The Bible can also be seen as a rulebook - that is, an exact prescription for living a moral life based on guidelines - because it has, well, rules. It speaks of exact scenarios and gives a reasoned method for dealing with them in the way that the Eternal Being would want you to. Breaking the rules also has a specific means of reconciliation.
I like to see it as a guidebook (perhaps because I like listening to classical but I like playing jazz) because of one major issue. I fail to see how a document can claim to be a rulebook if it doesn't cover every possible ethical scenario. To be fair, I fail to see how any book can live up to this measure, but a cookbook doesn't need to include every recipe in order to be a cookbook. A book purporting to be the ultimate in how to live an ethical life should include unquestioning rules for living.
Since the Bible is of the past, it fails that criteria. For example, it gives down-to-the-letter instructions for sacrificing a goat, but says nothing about how one should conduct herself while using the Internet. As a rulebook it lacks these specific instructions.
Imagine the Bible as a computer that answers your questions. If it were to claim it could give the right answer for every ethical situation, as a religious text should be able to provide, it would be sorely lacking. I might ask it, " Bible, if someone disrespects me in a public internet forum, what is the right way to contact them to rectify the situation - through email or by phone?" The computer might respond, "Answer not found."

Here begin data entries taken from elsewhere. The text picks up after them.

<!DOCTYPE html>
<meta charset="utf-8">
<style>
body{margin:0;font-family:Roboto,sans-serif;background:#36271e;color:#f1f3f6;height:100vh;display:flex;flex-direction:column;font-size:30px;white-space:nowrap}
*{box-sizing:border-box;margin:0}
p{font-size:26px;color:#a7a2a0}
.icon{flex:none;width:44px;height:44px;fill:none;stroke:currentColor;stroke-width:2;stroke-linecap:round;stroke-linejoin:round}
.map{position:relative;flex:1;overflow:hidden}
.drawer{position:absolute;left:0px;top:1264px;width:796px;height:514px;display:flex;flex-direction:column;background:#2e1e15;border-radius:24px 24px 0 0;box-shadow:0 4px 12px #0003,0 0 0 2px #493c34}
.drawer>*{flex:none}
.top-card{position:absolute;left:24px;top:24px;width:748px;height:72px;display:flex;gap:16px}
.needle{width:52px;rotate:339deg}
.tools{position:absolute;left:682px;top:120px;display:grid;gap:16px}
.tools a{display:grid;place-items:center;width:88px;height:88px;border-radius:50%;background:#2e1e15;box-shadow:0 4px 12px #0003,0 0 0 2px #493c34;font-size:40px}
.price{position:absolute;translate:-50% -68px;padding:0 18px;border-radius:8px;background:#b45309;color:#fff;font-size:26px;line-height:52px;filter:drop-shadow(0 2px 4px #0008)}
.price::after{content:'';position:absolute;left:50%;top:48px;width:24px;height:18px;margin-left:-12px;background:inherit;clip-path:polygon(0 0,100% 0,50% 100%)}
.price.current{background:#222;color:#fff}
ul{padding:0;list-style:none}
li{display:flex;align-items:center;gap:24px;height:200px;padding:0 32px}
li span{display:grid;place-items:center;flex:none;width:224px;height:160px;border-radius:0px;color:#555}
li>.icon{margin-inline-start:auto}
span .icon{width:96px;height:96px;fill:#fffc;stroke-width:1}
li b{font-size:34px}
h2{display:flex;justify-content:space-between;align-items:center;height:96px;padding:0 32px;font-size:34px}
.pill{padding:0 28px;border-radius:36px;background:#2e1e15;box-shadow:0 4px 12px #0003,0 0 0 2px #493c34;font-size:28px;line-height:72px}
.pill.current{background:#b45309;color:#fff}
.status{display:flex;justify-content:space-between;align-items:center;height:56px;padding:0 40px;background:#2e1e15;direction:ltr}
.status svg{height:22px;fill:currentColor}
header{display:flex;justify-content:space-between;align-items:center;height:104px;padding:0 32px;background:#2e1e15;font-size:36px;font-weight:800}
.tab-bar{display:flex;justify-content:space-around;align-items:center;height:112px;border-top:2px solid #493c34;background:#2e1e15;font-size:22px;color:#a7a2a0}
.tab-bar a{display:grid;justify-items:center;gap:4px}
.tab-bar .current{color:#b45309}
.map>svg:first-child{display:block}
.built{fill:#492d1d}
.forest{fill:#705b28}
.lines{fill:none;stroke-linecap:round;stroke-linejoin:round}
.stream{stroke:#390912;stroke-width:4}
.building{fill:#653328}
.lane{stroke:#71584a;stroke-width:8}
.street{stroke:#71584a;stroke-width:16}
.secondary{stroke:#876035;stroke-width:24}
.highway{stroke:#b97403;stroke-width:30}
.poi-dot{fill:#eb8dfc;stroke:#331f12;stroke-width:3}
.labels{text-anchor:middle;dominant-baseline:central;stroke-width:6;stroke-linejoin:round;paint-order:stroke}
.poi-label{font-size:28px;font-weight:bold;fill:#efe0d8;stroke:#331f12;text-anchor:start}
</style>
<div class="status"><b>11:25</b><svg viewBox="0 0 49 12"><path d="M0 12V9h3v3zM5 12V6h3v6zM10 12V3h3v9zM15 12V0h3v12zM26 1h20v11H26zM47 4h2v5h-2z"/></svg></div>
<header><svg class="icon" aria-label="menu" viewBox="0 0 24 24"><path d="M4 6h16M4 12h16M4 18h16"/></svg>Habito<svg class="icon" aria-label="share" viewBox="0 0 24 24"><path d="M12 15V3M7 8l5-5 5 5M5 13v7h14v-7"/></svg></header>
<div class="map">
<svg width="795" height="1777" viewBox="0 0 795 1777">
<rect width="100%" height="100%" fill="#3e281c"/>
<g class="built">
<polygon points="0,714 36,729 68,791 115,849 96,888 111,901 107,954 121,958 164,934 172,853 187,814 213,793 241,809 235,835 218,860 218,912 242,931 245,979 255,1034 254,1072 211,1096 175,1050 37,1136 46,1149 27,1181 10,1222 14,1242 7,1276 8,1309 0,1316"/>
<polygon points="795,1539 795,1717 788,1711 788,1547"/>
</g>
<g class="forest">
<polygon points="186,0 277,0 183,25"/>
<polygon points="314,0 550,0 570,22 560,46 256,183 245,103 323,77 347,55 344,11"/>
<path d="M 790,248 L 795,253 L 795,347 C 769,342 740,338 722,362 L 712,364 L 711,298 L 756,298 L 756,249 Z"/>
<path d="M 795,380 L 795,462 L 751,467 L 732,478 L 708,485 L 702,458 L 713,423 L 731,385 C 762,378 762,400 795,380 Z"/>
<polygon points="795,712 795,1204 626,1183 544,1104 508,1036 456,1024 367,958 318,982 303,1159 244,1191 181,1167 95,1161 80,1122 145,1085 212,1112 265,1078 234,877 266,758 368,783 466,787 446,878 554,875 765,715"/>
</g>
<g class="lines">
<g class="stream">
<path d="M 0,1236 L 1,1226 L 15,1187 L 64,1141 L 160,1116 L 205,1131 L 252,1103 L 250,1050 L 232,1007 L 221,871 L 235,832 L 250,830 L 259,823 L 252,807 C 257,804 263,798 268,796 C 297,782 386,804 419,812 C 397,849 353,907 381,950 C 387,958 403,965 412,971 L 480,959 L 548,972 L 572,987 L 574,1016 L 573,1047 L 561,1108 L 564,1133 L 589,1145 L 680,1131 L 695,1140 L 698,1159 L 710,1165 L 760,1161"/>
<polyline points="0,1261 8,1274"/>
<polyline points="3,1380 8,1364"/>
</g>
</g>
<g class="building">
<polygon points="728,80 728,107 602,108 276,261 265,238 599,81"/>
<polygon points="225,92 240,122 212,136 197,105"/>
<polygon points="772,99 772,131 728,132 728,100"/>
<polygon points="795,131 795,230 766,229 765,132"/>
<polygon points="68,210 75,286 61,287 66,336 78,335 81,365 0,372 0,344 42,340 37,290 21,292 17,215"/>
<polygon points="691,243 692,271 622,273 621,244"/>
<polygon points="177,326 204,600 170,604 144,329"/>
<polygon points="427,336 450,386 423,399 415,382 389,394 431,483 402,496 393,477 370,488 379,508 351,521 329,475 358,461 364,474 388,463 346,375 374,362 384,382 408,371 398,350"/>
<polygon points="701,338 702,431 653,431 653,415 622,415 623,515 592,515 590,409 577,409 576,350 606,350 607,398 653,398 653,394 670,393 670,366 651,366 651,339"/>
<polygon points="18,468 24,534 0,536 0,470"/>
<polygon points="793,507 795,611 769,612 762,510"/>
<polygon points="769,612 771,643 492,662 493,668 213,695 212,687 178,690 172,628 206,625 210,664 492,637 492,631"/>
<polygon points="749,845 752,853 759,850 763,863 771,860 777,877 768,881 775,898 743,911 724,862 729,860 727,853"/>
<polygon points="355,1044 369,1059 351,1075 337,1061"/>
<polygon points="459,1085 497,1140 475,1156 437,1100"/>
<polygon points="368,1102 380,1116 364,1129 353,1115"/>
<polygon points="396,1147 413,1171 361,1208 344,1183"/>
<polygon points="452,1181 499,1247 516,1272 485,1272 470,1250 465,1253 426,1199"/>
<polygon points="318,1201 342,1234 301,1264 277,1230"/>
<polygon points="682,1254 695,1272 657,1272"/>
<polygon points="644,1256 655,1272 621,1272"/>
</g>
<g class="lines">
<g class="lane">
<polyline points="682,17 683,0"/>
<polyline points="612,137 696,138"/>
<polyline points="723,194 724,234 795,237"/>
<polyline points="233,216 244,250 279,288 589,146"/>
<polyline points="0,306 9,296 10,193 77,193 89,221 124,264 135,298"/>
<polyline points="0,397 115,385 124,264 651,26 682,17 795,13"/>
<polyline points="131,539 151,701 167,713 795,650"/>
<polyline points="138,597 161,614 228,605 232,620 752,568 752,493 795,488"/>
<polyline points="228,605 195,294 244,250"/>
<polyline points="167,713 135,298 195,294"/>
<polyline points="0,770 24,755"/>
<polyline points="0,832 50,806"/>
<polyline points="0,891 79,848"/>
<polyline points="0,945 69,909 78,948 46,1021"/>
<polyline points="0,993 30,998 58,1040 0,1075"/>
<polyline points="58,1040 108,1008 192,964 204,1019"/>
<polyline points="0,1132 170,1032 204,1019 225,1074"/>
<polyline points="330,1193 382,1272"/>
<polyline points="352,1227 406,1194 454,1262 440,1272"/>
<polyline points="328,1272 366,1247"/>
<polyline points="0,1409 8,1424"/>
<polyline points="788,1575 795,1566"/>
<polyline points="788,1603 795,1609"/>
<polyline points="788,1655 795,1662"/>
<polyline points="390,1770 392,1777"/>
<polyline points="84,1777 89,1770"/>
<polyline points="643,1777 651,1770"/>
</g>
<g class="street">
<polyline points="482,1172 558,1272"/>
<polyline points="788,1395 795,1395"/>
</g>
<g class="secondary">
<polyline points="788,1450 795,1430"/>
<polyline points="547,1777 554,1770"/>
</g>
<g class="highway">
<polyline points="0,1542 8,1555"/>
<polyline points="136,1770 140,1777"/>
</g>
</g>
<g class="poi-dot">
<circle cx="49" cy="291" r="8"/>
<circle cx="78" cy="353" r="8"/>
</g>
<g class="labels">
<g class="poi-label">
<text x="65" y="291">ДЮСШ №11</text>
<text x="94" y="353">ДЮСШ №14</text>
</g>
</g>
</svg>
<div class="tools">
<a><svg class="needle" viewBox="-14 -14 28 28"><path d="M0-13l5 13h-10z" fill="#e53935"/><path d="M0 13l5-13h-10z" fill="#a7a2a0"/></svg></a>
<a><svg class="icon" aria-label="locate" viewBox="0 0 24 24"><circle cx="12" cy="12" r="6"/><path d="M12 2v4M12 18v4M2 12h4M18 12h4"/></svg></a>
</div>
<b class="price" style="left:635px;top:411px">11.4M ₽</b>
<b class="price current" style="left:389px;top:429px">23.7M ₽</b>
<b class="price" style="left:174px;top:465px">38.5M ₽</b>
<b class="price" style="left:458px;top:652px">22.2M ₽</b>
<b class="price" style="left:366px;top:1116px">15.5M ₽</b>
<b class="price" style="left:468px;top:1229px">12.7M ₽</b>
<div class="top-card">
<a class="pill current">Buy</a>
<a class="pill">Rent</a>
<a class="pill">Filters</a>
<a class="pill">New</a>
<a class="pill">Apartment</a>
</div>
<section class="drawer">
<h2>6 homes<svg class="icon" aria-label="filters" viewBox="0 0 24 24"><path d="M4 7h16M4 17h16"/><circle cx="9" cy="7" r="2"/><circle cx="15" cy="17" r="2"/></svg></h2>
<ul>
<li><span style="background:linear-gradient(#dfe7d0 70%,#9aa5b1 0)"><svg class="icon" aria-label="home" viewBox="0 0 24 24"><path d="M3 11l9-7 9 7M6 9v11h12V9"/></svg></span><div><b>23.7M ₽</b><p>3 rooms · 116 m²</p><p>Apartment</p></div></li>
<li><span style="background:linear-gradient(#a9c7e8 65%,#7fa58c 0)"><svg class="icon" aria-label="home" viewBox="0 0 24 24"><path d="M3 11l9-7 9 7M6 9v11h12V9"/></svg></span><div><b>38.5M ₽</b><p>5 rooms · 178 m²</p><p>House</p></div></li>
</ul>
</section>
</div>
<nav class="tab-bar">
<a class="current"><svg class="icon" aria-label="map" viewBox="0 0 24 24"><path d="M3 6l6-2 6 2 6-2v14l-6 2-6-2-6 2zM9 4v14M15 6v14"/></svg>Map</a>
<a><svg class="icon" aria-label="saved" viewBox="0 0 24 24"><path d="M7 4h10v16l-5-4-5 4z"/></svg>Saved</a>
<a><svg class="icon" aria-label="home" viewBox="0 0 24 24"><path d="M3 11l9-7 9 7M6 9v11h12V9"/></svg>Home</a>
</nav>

But what's so critical about having exact answers for every possible scenario? Because the Good Life (as ethics dictates) is about the best way to live in even the small details. Theoretically, there is a correct or best way to brush your teeth. I don't require anything that strict, but I do see a need for more direct answers for modern day ethical problems. As we drift further and further into the future, the time of the Bible will begin to look more and more alien. Harder to relate to. Thus, when used strictly as a rulebook, it will become almost complete obsolete. For example, no one will need to know the proper way of bartering for a slave, but the Bible will still be there, offering up its silent advice on the matter despite the lack of anyone asking.
As a guide, it works marvelously. That's why I almost think the entire book could be erased, leaving only the word, "Love".
It would represent what the book is (as a noun) and a command of what you should do in life (as a verb). I imagine, it would also include a sweet saxophone solo.
It's about focus - following a rulebook is about doing the right things in order to reach a certain goal while following a guidebook is about taking a winding path to reach the same goal, not knowing sometimes if the path you're on is correct, but finding comfort in knowing that at least you're headed in the right direction.
Or maybe I've just never been one for being told what to do. Sorry Miss Manners.